[Task data Boundary: Start]
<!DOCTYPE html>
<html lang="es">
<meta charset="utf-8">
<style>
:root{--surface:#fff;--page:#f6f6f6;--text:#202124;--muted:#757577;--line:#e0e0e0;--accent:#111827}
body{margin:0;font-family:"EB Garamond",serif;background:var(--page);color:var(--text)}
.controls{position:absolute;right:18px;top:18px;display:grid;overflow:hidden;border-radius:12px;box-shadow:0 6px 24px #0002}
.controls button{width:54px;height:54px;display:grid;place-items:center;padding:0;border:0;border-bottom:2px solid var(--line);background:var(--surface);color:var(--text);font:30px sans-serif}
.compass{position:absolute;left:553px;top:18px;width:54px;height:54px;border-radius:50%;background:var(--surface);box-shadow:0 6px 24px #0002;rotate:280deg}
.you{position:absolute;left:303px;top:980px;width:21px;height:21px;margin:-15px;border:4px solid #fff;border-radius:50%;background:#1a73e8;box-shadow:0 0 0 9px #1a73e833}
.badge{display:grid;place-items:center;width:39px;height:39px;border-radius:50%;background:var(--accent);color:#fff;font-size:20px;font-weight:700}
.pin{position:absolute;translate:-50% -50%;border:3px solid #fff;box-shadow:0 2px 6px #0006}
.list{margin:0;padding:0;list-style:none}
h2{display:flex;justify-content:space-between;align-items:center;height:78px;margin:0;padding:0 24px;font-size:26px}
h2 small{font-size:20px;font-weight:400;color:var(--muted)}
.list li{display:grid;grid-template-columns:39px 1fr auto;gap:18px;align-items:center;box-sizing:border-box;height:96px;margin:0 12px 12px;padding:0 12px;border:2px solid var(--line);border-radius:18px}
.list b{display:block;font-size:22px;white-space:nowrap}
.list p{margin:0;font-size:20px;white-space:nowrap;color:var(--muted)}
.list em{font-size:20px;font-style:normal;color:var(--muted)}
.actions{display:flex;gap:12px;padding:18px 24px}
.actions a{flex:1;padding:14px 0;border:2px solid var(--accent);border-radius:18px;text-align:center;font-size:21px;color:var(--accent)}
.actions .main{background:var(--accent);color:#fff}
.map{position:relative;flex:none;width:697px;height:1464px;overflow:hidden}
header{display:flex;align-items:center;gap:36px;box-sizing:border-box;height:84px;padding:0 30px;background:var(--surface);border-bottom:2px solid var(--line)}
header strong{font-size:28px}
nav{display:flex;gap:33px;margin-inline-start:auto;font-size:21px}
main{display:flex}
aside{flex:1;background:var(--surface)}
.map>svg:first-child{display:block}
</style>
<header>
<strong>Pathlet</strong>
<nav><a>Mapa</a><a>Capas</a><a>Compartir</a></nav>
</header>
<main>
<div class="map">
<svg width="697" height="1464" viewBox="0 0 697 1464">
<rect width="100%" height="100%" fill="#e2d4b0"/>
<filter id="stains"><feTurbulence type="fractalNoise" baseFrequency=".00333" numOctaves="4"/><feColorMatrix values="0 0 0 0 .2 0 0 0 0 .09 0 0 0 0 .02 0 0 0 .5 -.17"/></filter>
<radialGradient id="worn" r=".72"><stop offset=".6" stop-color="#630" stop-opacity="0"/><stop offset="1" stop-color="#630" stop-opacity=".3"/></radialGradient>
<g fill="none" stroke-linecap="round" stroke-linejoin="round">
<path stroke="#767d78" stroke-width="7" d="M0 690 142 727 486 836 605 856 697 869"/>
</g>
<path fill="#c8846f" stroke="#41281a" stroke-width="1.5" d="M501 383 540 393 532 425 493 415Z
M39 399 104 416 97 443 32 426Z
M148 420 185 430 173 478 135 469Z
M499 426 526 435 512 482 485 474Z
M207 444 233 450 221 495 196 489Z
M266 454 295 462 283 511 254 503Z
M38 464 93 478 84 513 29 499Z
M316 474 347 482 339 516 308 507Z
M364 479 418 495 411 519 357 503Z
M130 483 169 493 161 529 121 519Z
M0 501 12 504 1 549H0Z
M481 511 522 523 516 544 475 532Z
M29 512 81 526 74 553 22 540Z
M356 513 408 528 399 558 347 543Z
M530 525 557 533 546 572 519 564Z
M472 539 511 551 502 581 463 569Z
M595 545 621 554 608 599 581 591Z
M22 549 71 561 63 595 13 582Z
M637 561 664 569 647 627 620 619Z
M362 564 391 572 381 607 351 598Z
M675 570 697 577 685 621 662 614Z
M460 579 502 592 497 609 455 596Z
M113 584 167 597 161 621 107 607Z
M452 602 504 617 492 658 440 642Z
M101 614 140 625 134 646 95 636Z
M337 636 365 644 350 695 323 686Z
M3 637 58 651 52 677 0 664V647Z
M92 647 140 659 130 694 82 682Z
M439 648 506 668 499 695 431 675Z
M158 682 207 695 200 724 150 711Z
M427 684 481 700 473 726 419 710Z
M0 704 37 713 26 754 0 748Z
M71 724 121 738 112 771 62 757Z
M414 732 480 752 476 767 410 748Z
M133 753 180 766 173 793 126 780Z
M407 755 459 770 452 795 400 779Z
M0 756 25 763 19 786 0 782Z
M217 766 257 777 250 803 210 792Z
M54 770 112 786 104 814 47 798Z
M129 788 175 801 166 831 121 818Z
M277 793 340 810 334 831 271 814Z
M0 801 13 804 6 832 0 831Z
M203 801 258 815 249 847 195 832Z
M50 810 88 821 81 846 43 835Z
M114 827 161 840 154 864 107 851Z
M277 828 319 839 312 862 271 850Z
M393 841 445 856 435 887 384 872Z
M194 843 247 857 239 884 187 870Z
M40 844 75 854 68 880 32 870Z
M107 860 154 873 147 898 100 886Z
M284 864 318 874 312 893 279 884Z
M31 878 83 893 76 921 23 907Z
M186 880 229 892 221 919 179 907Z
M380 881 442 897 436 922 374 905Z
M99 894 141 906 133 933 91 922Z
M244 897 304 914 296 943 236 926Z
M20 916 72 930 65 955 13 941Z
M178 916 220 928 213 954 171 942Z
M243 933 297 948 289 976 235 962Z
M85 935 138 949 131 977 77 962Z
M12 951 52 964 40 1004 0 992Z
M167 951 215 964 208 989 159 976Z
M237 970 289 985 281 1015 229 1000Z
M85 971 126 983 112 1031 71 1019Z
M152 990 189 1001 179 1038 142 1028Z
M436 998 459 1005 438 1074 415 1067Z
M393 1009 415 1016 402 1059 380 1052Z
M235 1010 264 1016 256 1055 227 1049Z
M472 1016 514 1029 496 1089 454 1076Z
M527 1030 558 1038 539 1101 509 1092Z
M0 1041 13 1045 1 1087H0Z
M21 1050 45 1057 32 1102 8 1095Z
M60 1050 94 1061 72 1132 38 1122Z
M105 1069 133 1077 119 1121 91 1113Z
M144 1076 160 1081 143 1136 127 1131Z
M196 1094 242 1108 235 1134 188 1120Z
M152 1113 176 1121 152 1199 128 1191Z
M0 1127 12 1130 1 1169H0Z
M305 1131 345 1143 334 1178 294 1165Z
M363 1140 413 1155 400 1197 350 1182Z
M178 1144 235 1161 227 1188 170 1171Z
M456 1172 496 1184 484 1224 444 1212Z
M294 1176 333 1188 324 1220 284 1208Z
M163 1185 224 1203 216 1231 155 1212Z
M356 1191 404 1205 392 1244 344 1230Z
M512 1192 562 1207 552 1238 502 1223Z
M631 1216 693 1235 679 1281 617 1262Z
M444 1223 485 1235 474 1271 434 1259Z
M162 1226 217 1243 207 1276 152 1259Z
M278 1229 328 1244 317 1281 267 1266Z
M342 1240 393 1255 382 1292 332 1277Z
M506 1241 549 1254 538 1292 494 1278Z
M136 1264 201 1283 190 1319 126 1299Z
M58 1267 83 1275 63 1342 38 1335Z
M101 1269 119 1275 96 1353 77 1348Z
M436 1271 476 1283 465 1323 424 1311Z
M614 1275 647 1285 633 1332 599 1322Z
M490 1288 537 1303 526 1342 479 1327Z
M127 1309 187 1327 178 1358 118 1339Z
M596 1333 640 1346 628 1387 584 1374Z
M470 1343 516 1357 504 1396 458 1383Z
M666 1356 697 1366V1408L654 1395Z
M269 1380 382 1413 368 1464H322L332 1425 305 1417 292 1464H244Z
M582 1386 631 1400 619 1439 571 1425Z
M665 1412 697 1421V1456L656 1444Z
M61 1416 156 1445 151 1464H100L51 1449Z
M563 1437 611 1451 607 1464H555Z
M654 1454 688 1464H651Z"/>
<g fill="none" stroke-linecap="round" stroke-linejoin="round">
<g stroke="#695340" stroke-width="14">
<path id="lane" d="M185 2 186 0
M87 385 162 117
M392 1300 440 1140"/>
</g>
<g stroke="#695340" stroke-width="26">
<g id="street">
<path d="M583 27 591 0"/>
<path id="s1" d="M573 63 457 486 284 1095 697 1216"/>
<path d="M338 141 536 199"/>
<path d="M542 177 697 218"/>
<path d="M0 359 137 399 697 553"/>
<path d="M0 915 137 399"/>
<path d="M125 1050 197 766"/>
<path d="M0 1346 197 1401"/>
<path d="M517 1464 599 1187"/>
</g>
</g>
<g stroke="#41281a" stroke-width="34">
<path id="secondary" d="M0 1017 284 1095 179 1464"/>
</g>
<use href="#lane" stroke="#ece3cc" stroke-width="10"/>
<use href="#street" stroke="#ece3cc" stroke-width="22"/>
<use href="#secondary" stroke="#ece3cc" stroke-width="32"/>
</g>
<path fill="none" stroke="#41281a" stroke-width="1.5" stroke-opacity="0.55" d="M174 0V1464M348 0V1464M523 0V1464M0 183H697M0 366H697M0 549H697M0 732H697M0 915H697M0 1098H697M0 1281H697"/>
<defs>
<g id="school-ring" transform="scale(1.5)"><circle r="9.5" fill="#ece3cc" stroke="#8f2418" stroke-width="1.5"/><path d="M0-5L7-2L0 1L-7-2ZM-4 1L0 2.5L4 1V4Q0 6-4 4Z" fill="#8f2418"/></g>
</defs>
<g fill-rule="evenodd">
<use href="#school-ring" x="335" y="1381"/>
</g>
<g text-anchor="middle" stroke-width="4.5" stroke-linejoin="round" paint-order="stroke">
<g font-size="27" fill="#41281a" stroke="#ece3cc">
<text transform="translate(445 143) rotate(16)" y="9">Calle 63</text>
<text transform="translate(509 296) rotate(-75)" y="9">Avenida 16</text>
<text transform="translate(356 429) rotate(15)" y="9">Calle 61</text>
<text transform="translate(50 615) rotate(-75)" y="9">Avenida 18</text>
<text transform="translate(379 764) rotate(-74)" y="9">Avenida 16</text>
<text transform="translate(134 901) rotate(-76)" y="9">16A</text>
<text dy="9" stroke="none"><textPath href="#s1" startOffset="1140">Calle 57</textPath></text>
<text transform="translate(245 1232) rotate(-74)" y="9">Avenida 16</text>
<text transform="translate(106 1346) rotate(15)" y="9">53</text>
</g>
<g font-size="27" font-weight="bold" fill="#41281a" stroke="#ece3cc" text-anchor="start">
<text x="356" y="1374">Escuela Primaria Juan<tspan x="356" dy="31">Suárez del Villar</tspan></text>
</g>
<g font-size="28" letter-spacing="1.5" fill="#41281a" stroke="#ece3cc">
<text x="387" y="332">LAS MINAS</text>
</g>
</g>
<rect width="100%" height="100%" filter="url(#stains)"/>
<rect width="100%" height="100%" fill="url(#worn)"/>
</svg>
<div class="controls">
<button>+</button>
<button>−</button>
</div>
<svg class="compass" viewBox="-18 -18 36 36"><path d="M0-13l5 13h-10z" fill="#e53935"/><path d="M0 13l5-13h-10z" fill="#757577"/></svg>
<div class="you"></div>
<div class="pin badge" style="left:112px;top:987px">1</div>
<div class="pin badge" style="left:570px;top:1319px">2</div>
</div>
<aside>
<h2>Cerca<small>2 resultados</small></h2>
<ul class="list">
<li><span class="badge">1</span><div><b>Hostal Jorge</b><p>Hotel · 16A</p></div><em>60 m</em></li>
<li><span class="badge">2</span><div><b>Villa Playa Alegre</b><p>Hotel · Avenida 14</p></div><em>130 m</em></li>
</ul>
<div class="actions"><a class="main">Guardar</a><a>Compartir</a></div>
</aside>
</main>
[Task data Boundary: End]
The required output is every line above from the one with "M162 1226 217 1243 207 1276 152 1259Z" down to the one with "M87 385 162 117", restated word for word, ends included.

Answer box =>
M162 1226 217 1243 207 1276 152 1259Z
M278 1229 328 1244 317 1281 267 1266Z
M342 1240 393 1255 382 1292 332 1277Z
M506 1241 549 1254 538 1292 494 1278Z
M136 1264 201 1283 190 1319 126 1299Z
M58 1267 83 1275 63 1342 38 1335Z
M101 1269 119 1275 96 1353 77 1348Z
M436 1271 476 1283 465 1323 424 1311Z
M614 1275 647 1285 633 1332 599 1322Z
M490 1288 537 1303 526 1342 479 1327Z
M127 1309 187 1327 178 1358 118 1339Z
M596 1333 640 1346 628 1387 584 1374Z
M470 1343 516 1357 504 1396 458 1383Z
M666 1356 697 1366V1408L654 1395Z
M269 1380 382 1413 368 1464H322L332 1425 305 1417 292 1464H244Z
M582 1386 631 1400 619 1439 571 1425Z
M665 1412 697 1421V1456L656 1444Z
M61 1416 156 1445 151 1464H100L51 1449Z
M563 1437 611 1451 607 1464H555Z
M654 1454 688 1464H651Z"/>
<g fill="none" stroke-linecap="round" stroke-linejoin="round">
<g stroke="#695340" stroke-width="14">
<path id="lane" d="M185 2 186 0
M87 385 162 117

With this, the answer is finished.